More than 2 million American homeowners faced foreclosure proceedings last year, and that number could soar as high as 10 million in the coming years, according to a report last month by Credit Suisse, depending on the severity of the recession.
The RealtyTrac report said nearly 67,000 properties were repossessed by lenders in January as the worst recession in decades, falling home values and stricter lending standards continue to sap the U.S. real estate market. That was up from more than 45,000 repossessed properties in January 2008, but down from 79,000 in December.
Geithner and Shaun Donovan, the new secretary of the Department of Housing and Urban Development, met with officials from housing and other nonprofit groups, top bank executives and industry lobbyists Wednesday to hear proposals for how the new programs to fight foreclosures should be structured.
After the meeting, John Taylor, chief executive of the National Community Reinvestment Coalition, a consumer group in Washington, said he was optimistic the new administration would agree to use government dollars to buy up mortgages and remove them from complex mortgage-linked securities and restructuring them at more affordable levels.
He said support from government and industry officials for that idea was a “giant step forward” compared with opposition to such an approach by the Bush administration.

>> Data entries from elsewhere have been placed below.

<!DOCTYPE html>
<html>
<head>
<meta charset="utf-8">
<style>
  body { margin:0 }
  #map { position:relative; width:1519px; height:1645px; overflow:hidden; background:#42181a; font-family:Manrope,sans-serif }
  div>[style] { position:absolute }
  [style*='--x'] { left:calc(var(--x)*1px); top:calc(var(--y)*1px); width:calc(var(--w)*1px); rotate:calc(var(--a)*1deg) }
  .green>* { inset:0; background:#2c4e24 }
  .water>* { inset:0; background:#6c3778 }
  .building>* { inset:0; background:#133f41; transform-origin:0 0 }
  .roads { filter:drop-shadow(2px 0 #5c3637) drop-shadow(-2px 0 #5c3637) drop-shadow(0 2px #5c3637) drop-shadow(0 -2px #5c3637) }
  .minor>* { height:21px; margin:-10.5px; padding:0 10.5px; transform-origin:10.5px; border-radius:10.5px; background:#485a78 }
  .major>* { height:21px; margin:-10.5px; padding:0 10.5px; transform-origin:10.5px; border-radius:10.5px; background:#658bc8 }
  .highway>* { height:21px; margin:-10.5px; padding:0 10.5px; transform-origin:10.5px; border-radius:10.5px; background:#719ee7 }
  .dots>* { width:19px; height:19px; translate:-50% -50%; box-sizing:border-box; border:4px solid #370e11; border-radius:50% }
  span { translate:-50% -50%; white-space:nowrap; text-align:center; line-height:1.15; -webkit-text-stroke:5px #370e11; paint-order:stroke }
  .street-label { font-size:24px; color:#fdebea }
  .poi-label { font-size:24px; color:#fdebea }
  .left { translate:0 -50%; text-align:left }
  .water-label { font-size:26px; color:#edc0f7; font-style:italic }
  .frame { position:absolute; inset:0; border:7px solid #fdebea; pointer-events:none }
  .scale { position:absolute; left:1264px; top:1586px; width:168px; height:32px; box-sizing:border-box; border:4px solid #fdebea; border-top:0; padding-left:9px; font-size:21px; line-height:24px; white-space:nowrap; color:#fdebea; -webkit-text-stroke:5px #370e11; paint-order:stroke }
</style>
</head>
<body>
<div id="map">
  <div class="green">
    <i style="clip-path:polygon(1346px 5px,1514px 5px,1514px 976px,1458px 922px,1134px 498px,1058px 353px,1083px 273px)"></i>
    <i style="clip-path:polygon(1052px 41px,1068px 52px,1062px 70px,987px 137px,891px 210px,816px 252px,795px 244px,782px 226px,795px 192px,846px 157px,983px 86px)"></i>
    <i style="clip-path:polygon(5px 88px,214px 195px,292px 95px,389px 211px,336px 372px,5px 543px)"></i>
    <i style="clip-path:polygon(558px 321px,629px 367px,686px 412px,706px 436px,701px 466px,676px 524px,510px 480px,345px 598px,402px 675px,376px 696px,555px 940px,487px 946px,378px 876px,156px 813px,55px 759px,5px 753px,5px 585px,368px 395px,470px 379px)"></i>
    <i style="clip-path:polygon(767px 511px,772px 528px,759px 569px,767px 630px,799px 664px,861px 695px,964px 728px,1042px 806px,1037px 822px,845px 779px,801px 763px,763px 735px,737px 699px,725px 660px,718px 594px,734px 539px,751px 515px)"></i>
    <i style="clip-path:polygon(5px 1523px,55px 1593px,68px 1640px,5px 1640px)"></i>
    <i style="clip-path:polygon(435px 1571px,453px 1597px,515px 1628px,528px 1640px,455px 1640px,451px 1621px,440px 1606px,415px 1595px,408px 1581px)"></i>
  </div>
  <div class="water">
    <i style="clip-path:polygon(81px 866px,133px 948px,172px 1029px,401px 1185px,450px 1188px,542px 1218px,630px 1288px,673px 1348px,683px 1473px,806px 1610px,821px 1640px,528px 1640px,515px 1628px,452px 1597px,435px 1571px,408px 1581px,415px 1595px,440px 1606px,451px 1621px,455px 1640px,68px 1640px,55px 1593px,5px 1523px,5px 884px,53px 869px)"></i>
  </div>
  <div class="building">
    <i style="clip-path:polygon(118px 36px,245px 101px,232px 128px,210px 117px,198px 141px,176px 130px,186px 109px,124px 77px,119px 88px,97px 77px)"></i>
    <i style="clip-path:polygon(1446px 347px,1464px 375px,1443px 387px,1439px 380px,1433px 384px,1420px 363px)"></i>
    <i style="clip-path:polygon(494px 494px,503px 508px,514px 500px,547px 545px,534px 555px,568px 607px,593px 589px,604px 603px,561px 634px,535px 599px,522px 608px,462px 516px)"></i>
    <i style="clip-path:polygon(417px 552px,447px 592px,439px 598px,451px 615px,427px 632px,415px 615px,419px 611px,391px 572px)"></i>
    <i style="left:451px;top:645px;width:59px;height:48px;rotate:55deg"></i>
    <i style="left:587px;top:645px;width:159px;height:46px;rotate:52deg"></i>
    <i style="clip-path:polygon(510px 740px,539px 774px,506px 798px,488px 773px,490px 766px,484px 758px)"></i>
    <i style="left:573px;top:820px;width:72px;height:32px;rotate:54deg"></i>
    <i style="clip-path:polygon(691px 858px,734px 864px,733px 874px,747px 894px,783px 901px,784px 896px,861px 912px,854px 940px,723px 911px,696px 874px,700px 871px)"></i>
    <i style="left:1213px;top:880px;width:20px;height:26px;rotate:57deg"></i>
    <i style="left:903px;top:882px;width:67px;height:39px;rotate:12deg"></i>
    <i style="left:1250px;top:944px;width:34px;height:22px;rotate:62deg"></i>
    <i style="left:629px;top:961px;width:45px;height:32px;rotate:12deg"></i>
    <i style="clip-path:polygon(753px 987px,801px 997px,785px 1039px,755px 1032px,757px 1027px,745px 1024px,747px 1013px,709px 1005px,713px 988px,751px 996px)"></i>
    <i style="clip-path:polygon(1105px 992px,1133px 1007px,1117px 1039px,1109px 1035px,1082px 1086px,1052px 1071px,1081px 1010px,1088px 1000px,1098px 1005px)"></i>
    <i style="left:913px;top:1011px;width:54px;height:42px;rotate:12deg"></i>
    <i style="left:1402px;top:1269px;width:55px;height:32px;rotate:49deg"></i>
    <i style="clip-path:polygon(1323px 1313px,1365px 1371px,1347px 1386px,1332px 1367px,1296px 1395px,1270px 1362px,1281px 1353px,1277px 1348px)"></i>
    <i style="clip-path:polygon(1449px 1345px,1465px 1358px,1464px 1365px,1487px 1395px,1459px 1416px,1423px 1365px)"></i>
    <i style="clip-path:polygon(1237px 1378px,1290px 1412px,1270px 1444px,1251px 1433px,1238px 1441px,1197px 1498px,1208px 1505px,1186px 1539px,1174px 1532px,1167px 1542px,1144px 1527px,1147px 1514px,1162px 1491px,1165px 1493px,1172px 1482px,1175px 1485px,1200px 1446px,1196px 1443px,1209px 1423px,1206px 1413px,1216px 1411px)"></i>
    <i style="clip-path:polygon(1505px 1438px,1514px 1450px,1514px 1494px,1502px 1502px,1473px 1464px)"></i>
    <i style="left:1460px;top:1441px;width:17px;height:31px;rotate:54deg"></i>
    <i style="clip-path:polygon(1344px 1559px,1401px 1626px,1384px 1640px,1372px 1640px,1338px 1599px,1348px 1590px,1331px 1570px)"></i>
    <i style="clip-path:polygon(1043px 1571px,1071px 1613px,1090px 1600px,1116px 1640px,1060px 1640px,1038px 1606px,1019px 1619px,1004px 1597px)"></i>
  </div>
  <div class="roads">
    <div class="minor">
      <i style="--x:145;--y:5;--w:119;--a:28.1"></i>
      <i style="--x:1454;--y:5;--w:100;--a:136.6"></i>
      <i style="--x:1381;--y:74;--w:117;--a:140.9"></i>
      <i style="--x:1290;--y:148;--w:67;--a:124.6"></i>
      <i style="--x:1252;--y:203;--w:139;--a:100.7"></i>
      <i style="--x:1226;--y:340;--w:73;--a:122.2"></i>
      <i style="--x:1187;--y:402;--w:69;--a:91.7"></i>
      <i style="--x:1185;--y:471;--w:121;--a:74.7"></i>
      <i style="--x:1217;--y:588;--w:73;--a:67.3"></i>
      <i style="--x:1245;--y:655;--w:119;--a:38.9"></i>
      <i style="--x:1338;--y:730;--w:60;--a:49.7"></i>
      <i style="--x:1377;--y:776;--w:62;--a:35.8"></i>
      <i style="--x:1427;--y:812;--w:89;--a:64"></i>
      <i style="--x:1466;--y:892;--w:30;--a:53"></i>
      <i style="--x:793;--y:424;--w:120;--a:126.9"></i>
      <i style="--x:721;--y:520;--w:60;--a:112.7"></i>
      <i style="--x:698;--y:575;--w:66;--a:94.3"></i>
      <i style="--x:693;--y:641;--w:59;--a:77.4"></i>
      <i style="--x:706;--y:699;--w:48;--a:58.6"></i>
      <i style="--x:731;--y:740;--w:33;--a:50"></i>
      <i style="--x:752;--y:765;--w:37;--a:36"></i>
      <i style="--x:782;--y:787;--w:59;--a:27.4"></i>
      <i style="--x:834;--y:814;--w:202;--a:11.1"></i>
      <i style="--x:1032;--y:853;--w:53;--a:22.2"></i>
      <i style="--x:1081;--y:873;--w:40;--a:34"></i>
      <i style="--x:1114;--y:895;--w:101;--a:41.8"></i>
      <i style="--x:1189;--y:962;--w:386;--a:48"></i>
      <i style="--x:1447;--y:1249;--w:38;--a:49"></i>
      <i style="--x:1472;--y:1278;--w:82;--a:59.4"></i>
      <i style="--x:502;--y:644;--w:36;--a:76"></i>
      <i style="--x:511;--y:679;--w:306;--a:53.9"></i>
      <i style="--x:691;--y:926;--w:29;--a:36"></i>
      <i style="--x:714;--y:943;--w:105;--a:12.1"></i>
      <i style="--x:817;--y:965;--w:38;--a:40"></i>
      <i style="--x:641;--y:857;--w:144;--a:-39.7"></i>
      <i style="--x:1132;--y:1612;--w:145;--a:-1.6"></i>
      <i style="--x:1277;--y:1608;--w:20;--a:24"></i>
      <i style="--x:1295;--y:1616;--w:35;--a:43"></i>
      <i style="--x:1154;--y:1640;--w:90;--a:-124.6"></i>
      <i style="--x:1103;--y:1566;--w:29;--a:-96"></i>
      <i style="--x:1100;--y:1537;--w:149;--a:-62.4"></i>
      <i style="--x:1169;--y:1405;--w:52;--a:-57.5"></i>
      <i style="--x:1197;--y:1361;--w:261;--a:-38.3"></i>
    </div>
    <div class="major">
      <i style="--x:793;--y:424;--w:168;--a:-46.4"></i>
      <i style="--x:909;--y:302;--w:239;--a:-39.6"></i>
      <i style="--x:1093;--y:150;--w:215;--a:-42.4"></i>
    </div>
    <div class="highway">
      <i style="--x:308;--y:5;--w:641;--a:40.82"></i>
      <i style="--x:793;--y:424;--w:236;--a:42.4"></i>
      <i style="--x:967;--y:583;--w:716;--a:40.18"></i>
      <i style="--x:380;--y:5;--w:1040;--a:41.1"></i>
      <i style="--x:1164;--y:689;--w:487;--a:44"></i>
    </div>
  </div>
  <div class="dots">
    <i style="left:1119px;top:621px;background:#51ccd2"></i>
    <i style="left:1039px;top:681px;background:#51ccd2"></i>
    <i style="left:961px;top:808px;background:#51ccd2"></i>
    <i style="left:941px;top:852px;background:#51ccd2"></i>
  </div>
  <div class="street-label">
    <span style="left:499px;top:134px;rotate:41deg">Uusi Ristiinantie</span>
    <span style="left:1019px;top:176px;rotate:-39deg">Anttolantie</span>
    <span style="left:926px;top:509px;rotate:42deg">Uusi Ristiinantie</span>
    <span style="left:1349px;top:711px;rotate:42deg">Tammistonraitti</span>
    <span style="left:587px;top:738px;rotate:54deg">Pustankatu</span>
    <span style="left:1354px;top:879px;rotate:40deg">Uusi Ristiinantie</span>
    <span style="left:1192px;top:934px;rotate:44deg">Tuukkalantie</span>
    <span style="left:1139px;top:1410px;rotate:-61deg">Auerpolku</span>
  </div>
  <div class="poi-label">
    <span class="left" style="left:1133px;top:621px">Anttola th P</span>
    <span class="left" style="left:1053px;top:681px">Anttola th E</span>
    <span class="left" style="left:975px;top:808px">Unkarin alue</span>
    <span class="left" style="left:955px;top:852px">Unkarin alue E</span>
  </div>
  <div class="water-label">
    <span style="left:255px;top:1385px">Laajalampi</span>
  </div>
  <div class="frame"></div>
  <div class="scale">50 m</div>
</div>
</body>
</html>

The Obama administration is also expected to back a push in Congress – opposed by the mortgage industry – to let bankruptcy judges alter the terms of primary home loans. Earlier this week, Obama said it “makes no sense” that judges are not allowed to do so. The mortgage industry argues that this prohibition allows lenders to charge lower rates.
In the RealtyTrac report, Nevada, California, Arizona and Florida had the nation’s top foreclosure rates. In Nevada, one in every 76 homes received a foreclosure, while the number was one every 173 in California. At No. 5, Oregon, formerly a bastion of housing stability, made its first appearance close to the top of the list of foreclosure hot spots.
Rounding out the top 10 were Illinois, Michigan, Georgia, Idaho and Ohio. Ohio had one foreclosure notice for every 452 homes, but January filings were down slightly from December and down 12 percent from a year earlier. Among metro areas, Merced, Calif., was first, with one in every 59 housing units receiving a foreclosure filing. It was followed by Las Vegas and the Cape Coral-Fort Myers area in Florida.